1. Three Lenses for Looking at Vietnamese Accounting Qualifications

When reviewing accounting-related qualifications in Vietnam, three lenses tend to bring the picture into focus.

Lens 1: Issuing authority

Qualifications can be divided broadly into Vietnamese domestic qualifications (involving Vietnam’s Ministry of Finance or related bodies) and international qualifications (issued by overseas professional bodies). Domestic qualifications include the Chief Accountant Training Certificate, the Auditor Certificate, and the Accountant Practitioner Certificate. International qualifications include ACCA, CPA Australia, US CPA, CMA, CFA, and CIA.

Lens 2: Scope of work

Even within “accounting-related” qualifications, the underlying scope of work varies. Some focus on bookkeeping and closing, others on statutory audit, tax, management accounting, internal audit, financial analysis, or investment management. It is important to confirm what each qualification actually covers.

For example, CMA leans toward management accounting, CIA toward internal audit, and CFA toward investment and financial analysis. Just because a role is described as “accounting” does not mean every accounting-related qualification should be weighted equally.

Lens 3: Statutorily required vs skill-demonstrating

Some qualifications are statutorily required for specific roles or activities; others demonstrate knowledge and skill but are not legally required.

The Chief Accountant Training Certificate (when appointing a CA) and the Auditor Certificate (when performing statutory audit at an audit firm) fall into the “statutorily required” category. ACCA and CMA, by contrast, are not normally legal prerequisites for in-house accounting roles; they tend to be read as indicators of a candidate’s knowledge base and willingness to learn.

In practice, it helps to first sort qualifications into “statutorily required” or “skill-demonstrating” before evaluating them.

2. Major Vietnamese Domestic Qualifications

Among Vietnamese domestic qualifications, the three that managers and hiring leads at foreign-invested companies should be aware of are the following.

2-1. Chief Accountant Training Certificate (Chứng chỉ bồi dưỡng kế toán trưởng)

The Chief Accountant Training Certificate is the key qualification for appointing a CA in Vietnam.

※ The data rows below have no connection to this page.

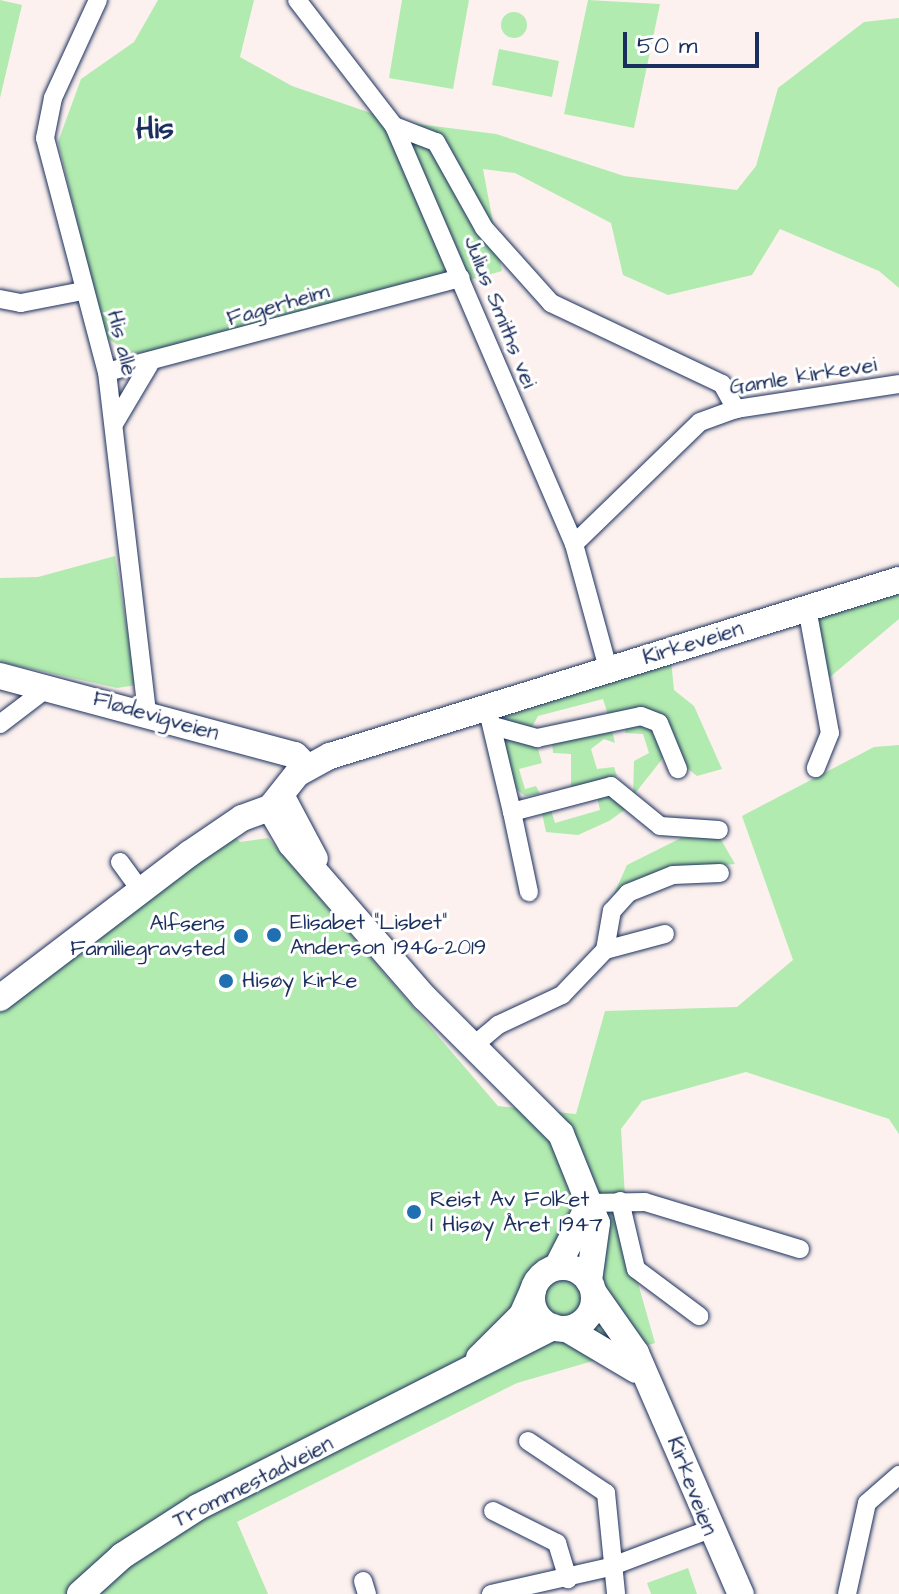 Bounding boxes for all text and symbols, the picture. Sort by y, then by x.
scale bar [627,16,763,66]
text: 50 m [637,29,697,63]
district label: His [136,111,174,147]
street label: Julius Smiths vei [458,232,542,392]
street label: Fagerheim [224,278,332,332]
street label: His allè [101,308,143,378]
street label: Gamle kirkevei [727,351,879,401]
street label: Kirkeveien [640,615,746,671]
street label: Flødevigveien [90,685,222,747]
place label: Elisabet "Lisbet" Anderson 1946-2019 [290,909,486,960]
place label: Alfsens Familiegravsted [70,910,225,962]
marker: Elisabet "Lisbet" Anderson 1946-2019 [265,926,283,944]
marker: Alfsens Familiegravsted [232,927,250,945]
place label: Hisøy kirke [242,968,357,994]
marker: Hisøy kirke [217,972,235,990]
place label: Reist Av Folket I Hisøy Året 1947 [430,1186,603,1238]
marker: Reist Av Folket I Hisøy Året 1947 [405,1203,423,1221]
street label: Trommestadveien [168,1430,338,1534]
street label: Kirkeveien [661,1433,723,1539] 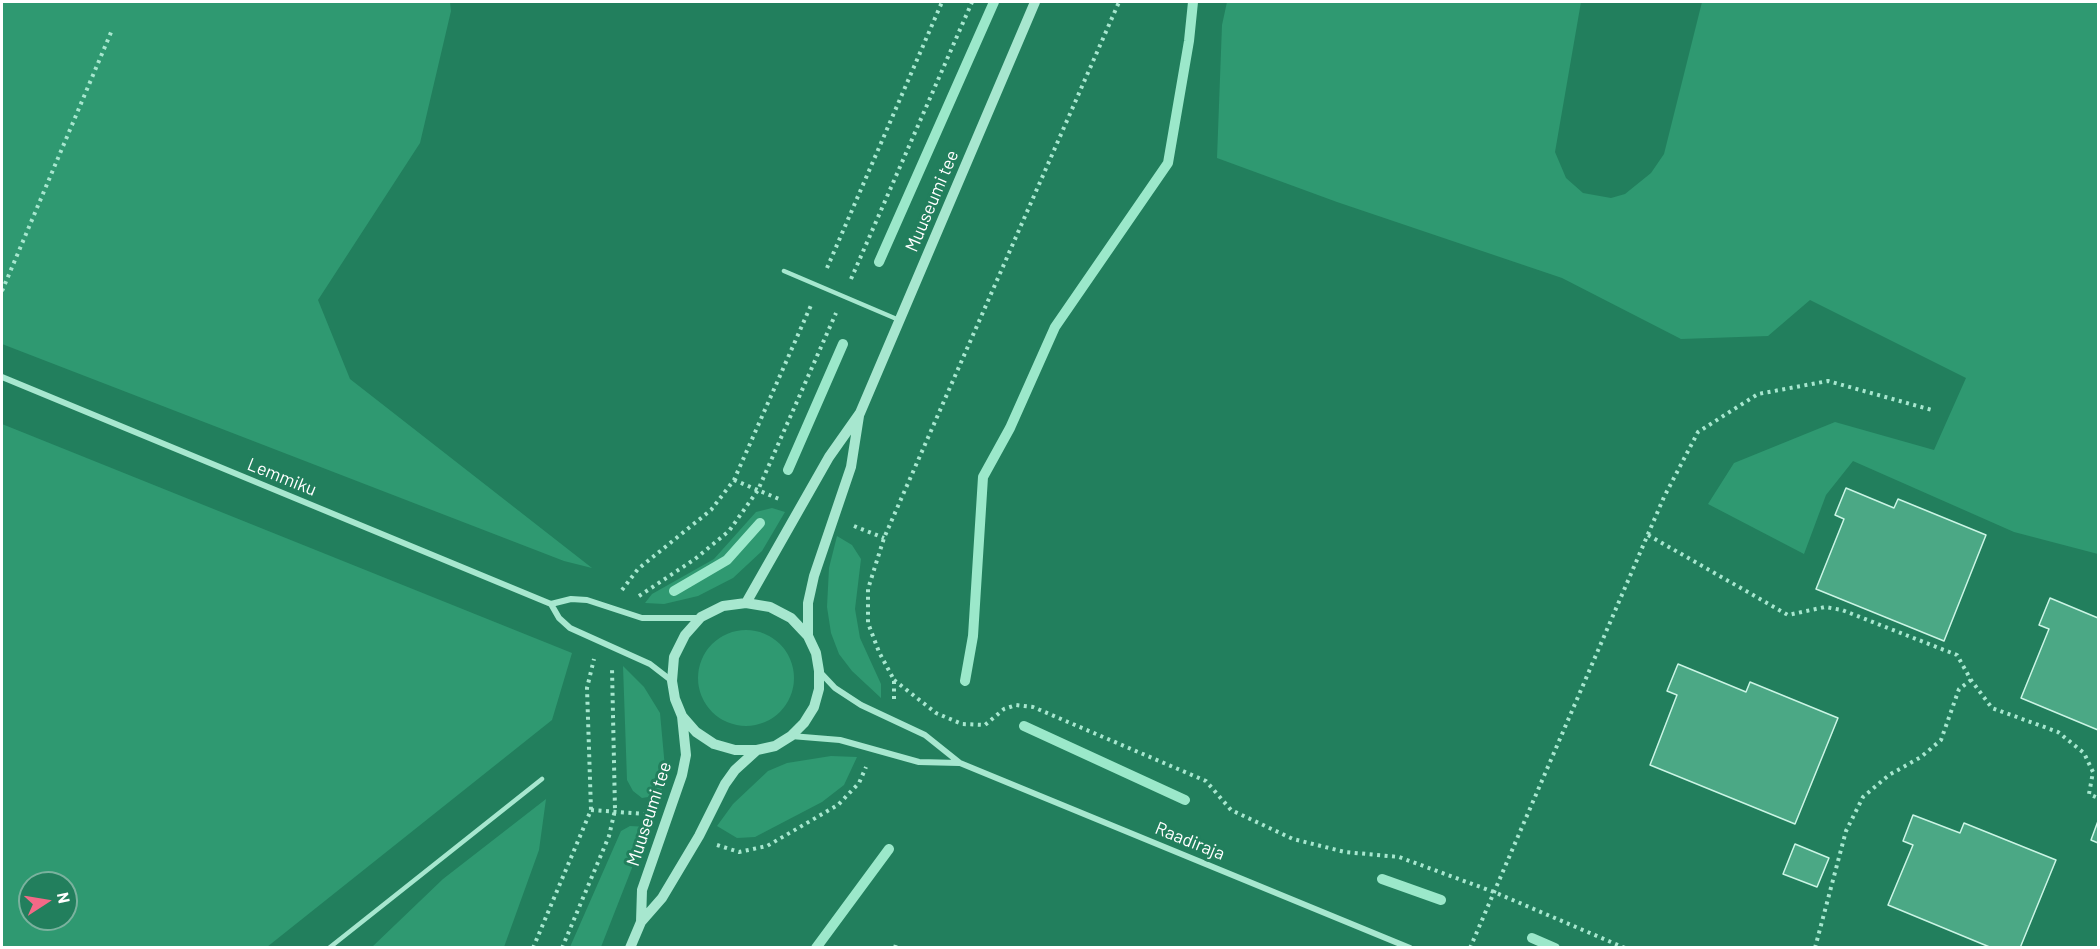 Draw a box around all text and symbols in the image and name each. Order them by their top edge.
street label: Muuseumi tee [901,147,963,255]
street label: Lemmiku [244,453,320,501]
street label: Muuseumi tee [622,759,676,869]
street label: Raadiraja [1152,817,1228,865]
north arrow [18,871,78,931]
text: N [54,890,75,905]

Many companies in Vietnam are required to appoint a CA as their accounting lead (Accounting Law 2015 / Law No. 88/2015/QH13). To take on a CA role, in addition to relevant educational background and practical experience, the candidate is required to hold this certificate. Obtaining it requires completing a prescribed training program and passing an exam.

On candidate CVs, this credential may appear as Chứng chỉ bồi dưỡng kế toán trưởng, Chief Accountant Certificate, Chief Accountant Training Certificate, or Certificate of Chief Accountant. When hiring for a CA role, confirming the presence of this certificate should always be on your checklist.

A point worth flagging: the Chief Accountant Training Certificate and CPA Vietnam are different things. CPA Vietnam is recognized as the auditor qualification, but appointing an in-house CA in Vietnam generally requires confirming the Chief Accountant Training Certificate, not CPA Vietnam.

That said, the Chief Accountant Training Certificate itself is not particularly difficult to obtain. For that reason, it is essential at hiring time to look closely at the candidate’s actual practical experience. For more on CA hiring and management practices, see What Happens When You Fail to Hire and Manage Your Chief Accountant in Vietnam.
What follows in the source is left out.